What is a Workload Manager
-
Commonly called a Workload Manager. May also be referred to (sometimes loosely) as:
- Batch system
- Batch scheduler
- Workload scheduler
- Job scheduler
- Resource manager (usually considered a component of a Workload Manager)
-
Tasks commonly performed by a Workload Manager:
- Provide a means for users to specify and submit work as "jobs"

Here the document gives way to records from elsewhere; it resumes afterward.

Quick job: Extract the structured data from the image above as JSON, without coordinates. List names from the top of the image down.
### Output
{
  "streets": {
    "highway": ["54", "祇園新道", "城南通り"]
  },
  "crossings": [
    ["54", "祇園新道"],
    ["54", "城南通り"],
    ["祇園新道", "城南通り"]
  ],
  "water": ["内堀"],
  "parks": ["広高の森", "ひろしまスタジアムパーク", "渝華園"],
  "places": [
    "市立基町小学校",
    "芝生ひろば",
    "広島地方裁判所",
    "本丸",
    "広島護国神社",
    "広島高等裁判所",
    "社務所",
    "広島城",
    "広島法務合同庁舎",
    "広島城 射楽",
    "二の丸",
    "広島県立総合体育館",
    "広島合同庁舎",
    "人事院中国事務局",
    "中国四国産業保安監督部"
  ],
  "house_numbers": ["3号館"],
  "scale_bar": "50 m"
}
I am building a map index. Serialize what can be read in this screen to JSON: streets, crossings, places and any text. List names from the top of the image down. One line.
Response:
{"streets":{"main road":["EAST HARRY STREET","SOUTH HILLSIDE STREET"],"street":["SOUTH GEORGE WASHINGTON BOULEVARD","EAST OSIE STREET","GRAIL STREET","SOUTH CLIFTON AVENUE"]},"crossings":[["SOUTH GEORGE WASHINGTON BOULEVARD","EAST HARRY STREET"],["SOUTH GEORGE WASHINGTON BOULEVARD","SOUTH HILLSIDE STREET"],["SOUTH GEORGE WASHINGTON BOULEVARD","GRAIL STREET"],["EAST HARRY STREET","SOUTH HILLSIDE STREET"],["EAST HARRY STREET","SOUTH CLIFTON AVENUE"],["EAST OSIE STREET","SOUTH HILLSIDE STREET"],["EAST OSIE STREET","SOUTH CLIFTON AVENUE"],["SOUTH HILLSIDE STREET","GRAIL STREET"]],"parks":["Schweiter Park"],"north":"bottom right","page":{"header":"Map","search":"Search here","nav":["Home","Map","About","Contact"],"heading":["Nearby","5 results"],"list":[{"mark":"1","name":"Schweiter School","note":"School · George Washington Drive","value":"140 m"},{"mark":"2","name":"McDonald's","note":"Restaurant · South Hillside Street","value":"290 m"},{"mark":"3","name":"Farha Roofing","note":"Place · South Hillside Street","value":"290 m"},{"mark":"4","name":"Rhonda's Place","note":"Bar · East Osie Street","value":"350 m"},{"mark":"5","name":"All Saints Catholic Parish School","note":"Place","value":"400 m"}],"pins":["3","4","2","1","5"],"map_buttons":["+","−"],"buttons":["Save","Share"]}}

- Evaluate, prioritize, schedule and run jobs
- Provide a means for users to monitor, modify and interact with jobs
- Manage, allocate and provide access to available machine resources
- Manage pending work in job queues
- Monitor and troubleshoot jobs and machine resources
- Provide accounting and reporting facilities for jobs and machine resources
- Efficiently balance work over machine resources; minimize wasted resources
-
Generalized architecture and workflow of a Workload Manager:

User
- Logs into cluster
- Creates job script and submits it to workload manager
- Monitors and interacts with job via workload manager
- Queries workload manager for job and cluster information
Workload Manager - Typically runs on a separate server as multiple processes - Receives job submissions, commands, queries from user - Matches job requirements to available machine resources - Evaluates, prioritizes and queues jobs - Schedules jobs for execution on cluster - Tracks job and cluster information - Sends jobs to compute node daemons for actual execution
Cluster - Workload Manager daemons run on compute nodes - Daemons manage compute resources and job execution - Daemons communicate with Workload Manager server processes
- Some popular Workload Managers include:
- Slurm from SchedMD
- Spectrum LSF from IBM
- Tivoli Workload Scheduler (LoadLeveler) from IBM
- PBS from Altair Engineering
- TORQUE, Maui, Moab from Adaptive Computing
- Univa Grid Engine
- OpenLava